Stored items
++++++++++++++++++++

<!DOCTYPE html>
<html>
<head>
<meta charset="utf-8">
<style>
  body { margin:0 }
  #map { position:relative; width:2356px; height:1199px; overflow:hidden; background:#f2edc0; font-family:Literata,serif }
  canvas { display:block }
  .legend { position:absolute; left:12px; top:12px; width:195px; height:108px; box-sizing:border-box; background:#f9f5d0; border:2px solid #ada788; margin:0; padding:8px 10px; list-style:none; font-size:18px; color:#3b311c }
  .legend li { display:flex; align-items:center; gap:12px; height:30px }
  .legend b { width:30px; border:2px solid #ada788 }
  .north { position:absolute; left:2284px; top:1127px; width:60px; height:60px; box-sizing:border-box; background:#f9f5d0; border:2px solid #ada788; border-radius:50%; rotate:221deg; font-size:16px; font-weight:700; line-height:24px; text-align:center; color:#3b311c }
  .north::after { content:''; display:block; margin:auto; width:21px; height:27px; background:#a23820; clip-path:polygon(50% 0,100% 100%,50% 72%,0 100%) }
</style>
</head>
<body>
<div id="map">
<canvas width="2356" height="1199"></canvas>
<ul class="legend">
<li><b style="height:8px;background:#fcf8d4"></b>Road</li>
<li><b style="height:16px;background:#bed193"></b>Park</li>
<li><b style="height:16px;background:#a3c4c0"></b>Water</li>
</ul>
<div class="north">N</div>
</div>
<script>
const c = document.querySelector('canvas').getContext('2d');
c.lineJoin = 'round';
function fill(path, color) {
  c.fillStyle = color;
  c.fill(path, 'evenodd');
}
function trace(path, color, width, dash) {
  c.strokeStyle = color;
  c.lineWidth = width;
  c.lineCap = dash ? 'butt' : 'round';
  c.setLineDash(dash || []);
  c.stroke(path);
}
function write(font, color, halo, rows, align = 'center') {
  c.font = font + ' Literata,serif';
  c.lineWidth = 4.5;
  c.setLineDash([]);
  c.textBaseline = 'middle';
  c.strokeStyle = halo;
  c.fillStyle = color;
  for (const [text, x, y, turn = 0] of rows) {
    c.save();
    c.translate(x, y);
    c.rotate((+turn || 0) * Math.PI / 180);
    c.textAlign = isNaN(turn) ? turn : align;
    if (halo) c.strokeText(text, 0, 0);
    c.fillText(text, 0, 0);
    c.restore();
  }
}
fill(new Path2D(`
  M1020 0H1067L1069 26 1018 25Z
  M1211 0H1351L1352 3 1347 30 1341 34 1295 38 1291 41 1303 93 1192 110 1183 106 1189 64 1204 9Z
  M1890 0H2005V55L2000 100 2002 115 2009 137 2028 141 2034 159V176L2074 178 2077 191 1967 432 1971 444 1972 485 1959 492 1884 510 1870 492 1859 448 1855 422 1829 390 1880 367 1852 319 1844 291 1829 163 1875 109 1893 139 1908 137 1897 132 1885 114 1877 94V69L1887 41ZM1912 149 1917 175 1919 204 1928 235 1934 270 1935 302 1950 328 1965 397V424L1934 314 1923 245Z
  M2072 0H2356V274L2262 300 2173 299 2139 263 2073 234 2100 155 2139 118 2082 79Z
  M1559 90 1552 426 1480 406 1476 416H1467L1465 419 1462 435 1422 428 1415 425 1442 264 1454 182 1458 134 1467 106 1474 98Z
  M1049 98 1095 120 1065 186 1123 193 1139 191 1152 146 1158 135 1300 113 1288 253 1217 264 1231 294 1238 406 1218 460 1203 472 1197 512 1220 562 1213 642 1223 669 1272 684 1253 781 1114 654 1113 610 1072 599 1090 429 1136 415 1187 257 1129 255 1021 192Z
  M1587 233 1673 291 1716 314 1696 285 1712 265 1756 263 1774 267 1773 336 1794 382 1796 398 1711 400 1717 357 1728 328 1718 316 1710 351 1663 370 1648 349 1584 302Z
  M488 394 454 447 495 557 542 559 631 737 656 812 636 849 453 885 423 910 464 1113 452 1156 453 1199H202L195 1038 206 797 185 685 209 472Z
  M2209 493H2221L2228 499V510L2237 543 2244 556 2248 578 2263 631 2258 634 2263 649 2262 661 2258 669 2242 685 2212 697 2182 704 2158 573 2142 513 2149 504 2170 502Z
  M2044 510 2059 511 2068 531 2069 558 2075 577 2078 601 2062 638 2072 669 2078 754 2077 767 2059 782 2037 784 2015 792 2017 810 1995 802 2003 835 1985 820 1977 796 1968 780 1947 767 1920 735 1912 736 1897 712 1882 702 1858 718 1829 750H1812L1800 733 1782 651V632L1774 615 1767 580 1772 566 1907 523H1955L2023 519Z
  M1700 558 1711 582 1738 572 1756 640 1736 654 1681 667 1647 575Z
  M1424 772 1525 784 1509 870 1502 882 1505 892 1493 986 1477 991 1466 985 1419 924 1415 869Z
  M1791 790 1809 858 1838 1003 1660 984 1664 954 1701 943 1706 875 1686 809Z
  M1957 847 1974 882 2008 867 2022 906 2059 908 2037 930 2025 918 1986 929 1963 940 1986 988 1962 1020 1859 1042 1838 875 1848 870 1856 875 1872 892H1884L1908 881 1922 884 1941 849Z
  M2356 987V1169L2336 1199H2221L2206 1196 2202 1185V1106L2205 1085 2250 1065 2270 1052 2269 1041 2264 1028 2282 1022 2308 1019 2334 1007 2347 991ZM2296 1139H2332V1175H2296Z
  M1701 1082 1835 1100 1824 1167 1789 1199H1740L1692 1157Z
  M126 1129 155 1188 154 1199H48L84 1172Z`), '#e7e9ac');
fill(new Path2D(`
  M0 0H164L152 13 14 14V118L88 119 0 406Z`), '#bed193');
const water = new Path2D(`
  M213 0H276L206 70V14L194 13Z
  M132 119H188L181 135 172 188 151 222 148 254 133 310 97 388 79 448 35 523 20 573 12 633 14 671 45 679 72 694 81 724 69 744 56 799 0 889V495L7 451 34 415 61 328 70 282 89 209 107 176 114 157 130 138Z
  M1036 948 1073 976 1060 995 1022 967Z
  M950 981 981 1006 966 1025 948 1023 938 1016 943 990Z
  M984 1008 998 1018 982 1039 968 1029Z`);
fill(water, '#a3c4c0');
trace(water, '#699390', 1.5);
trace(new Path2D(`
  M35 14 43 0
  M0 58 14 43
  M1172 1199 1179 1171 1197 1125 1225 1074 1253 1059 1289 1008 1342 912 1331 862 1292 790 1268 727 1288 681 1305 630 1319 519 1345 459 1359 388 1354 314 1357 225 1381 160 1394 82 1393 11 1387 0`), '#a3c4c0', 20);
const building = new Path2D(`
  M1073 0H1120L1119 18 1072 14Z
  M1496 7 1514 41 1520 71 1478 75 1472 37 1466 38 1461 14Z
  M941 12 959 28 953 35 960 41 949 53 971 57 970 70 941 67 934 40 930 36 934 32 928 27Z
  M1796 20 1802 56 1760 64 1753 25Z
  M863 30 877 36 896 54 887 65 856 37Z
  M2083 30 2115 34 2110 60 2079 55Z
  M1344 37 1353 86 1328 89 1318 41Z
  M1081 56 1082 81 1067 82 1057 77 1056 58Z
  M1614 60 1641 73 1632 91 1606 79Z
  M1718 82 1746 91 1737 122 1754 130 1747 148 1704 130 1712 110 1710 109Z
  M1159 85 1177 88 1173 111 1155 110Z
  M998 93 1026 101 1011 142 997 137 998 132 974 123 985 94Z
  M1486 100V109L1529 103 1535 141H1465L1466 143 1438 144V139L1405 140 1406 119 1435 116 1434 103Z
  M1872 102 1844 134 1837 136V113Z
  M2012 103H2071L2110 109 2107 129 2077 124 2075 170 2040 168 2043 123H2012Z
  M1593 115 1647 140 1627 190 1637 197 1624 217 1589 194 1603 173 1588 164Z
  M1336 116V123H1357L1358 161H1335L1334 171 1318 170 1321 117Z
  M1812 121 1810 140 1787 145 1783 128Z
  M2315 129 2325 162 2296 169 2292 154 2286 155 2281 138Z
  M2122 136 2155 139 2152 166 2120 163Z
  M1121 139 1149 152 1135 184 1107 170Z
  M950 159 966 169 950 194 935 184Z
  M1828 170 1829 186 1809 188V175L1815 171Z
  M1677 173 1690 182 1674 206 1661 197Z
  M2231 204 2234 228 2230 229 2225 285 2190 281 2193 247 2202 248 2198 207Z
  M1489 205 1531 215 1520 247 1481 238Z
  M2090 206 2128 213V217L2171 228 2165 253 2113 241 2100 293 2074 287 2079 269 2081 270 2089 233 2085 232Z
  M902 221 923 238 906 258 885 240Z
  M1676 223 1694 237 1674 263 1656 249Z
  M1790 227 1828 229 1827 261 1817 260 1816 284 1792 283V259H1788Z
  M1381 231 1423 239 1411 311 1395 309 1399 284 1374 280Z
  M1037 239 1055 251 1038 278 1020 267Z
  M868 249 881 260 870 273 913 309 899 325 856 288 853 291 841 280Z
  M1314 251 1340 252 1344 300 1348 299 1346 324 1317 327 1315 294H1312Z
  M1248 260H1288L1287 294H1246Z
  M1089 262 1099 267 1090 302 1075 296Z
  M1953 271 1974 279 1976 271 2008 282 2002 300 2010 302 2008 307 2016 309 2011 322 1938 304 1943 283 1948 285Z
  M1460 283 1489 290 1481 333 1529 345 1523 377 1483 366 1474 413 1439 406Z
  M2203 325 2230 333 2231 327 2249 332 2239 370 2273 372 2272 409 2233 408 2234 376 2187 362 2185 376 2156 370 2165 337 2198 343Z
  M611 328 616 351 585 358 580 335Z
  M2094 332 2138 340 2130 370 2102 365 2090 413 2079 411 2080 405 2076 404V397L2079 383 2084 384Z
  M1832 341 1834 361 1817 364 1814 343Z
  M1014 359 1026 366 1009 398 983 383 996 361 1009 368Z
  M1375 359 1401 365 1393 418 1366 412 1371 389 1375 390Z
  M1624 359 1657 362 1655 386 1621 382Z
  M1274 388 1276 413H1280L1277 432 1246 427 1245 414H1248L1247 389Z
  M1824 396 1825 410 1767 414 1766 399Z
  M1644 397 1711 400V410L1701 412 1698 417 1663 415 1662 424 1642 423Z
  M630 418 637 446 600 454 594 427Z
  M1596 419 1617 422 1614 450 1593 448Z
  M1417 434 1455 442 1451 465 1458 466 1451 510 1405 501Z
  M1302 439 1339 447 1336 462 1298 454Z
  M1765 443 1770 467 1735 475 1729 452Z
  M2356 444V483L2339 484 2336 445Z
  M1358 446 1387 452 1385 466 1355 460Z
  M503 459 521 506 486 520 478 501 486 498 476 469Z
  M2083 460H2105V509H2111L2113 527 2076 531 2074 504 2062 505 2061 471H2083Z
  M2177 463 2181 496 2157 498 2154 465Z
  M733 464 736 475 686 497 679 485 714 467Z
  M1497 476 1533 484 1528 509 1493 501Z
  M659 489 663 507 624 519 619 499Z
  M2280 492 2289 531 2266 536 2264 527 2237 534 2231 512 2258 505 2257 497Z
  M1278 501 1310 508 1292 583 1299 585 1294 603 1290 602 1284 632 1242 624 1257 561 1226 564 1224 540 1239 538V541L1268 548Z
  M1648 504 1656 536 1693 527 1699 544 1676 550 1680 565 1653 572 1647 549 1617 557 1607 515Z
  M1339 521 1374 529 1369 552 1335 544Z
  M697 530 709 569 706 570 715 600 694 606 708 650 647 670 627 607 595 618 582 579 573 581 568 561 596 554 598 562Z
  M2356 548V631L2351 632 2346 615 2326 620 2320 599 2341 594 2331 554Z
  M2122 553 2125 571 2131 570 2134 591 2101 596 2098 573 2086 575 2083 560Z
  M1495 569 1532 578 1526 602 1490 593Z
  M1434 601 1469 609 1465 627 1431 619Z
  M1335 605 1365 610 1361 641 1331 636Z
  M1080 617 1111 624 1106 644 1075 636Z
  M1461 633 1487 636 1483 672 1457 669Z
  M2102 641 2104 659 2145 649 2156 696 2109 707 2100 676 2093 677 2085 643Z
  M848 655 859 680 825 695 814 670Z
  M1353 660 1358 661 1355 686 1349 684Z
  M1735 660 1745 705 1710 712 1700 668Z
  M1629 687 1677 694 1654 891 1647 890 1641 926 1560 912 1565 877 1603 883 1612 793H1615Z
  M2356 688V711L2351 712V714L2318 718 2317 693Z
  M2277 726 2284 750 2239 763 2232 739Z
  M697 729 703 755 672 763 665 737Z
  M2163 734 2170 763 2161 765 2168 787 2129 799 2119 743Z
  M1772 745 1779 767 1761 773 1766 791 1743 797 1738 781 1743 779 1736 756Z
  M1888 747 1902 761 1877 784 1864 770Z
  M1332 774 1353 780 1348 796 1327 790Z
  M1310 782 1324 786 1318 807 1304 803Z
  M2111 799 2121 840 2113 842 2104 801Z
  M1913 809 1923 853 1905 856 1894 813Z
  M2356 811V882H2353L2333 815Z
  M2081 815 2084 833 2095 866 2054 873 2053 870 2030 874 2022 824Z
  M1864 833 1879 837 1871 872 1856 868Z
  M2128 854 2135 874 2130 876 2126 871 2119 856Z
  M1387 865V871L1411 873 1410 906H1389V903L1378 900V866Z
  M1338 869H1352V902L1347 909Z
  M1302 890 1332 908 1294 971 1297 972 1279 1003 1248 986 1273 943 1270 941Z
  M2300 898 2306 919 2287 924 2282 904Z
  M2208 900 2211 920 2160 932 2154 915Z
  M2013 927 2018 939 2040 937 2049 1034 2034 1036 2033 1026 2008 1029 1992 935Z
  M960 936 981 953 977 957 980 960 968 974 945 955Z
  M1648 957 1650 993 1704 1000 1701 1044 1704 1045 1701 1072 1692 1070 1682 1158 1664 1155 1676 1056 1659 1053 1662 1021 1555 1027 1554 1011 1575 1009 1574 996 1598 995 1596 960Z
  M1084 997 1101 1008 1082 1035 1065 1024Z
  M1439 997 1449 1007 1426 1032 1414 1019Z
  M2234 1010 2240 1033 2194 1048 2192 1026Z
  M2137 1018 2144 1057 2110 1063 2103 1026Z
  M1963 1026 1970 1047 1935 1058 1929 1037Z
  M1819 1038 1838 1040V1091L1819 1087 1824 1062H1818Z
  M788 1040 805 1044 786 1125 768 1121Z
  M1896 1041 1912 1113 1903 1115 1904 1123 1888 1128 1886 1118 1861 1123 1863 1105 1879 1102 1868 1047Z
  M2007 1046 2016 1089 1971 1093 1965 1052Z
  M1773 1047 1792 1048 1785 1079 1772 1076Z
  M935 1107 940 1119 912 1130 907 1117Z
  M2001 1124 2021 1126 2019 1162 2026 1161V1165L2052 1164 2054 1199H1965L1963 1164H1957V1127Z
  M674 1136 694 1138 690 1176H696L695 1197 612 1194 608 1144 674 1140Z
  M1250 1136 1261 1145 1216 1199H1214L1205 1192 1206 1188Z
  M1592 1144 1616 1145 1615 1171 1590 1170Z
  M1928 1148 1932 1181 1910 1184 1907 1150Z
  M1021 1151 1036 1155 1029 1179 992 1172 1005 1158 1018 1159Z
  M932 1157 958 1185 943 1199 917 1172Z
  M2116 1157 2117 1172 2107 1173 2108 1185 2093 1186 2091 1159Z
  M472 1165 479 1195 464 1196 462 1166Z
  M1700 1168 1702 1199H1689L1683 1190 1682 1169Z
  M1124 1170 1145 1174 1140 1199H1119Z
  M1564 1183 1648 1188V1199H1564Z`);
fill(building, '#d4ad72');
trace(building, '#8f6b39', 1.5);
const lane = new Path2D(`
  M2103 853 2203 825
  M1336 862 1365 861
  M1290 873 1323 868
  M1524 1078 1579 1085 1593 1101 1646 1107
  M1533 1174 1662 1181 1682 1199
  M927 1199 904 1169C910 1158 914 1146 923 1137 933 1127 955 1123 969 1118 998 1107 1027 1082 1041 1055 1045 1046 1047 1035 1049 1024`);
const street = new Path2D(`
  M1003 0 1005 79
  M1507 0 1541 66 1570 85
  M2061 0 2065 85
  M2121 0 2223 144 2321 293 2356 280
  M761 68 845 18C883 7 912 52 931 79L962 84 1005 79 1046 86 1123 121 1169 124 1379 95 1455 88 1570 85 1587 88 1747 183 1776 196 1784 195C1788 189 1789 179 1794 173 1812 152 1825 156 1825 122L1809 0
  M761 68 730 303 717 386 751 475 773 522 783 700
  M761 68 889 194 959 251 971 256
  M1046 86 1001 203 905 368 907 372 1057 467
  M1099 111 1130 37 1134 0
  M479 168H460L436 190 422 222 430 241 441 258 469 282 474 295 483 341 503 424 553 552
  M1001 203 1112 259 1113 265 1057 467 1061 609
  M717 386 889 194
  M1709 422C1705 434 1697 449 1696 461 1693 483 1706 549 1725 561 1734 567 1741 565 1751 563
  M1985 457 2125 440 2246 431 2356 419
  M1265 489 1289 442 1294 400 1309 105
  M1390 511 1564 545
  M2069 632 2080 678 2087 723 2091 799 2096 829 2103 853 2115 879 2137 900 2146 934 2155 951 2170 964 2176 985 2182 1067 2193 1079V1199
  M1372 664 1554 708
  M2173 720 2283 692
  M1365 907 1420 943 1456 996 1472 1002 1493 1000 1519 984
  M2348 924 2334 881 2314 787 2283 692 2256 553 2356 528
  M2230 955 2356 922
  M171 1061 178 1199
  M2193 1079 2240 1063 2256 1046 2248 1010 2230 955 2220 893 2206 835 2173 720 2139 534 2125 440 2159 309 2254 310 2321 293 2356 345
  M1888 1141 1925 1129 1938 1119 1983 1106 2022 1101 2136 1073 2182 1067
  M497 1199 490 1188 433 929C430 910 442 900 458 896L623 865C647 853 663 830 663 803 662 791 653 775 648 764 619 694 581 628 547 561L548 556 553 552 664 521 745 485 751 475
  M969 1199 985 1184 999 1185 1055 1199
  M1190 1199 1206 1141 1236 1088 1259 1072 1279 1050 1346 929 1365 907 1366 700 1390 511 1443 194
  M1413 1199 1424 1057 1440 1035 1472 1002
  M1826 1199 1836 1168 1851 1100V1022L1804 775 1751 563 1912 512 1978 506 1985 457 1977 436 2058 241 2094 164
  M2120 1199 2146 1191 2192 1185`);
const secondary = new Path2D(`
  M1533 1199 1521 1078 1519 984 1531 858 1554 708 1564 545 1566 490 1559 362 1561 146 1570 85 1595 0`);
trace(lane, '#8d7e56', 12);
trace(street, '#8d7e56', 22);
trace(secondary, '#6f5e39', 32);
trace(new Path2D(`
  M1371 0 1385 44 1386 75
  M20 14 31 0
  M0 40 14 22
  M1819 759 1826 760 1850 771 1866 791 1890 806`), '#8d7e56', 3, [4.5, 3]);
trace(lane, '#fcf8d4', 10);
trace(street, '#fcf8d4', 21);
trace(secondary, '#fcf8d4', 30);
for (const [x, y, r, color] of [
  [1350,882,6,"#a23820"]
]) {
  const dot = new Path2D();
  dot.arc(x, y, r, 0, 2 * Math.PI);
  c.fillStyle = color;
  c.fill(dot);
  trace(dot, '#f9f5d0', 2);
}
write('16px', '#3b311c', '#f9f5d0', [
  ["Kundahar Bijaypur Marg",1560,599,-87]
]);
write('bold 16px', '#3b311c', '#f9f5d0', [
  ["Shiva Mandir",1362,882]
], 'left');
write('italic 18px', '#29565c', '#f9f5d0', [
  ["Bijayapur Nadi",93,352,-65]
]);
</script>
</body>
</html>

++++++++++++++++++++

■ Exercise goal ■
From the data above, return every line from the line that has "if (halo) c.strokeText(text, 0, 0);" up to and including the line that has "M488 394 454", exactly.

■ Solution ■
    if (halo) c.strokeText(text, 0, 0);
    c.fillText(text, 0, 0);
    c.restore();
  }
}
fill(new Path2D(`
  M1020 0H1067L1069 26 1018 25Z
  M1211 0H1351L1352 3 1347 30 1341 34 1295 38 1291 41 1303 93 1192 110 1183 106 1189 64 1204 9Z
  M1890 0H2005V55L2000 100 2002 115 2009 137 2028 141 2034 159V176L2074 178 2077 191 1967 432 1971 444 1972 485 1959 492 1884 510 1870 492 1859 448 1855 422 1829 390 1880 367 1852 319 1844 291 1829 163 1875 109 1893 139 1908 137 1897 132 1885 114 1877 94V69L1887 41ZM1912 149 1917 175 1919 204 1928 235 1934 270 1935 302 1950 328 1965 397V424L1934 314 1923 245Z
  M2072 0H2356V274L2262 300 2173 299 2139 263 2073 234 2100 155 2139 118 2082 79Z
  M1559 90 1552 426 1480 406 1476 416H1467L1465 419 1462 435 1422 428 1415 425 1442 264 1454 182 1458 134 1467 106 1474 98Z
  M1049 98 1095 120 1065 186 1123 193 1139 191 1152 146 1158 135 1300 113 1288 253 1217 264 1231 294 1238 406 1218 460 1203 472 1197 512 1220 562 1213 642 1223 669 1272 684 1253 781 1114 654 1113 610 1072 599 1090 429 1136 415 1187 257 1129 255 1021 192Z
  M1587 233 1673 291 1716 314 1696 285 1712 265 1756 263 1774 267 1773 336 1794 382 1796 398 1711 400 1717 357 1728 328 1718 316 1710 351 1663 370 1648 349 1584 302Z
  M488 394 454 447 495 557 542 559 631 737 656 812 636 849 453 885 423 910 464 1113 452 1156 453 1199H202L195 1038 206 797 185 685 209 472Z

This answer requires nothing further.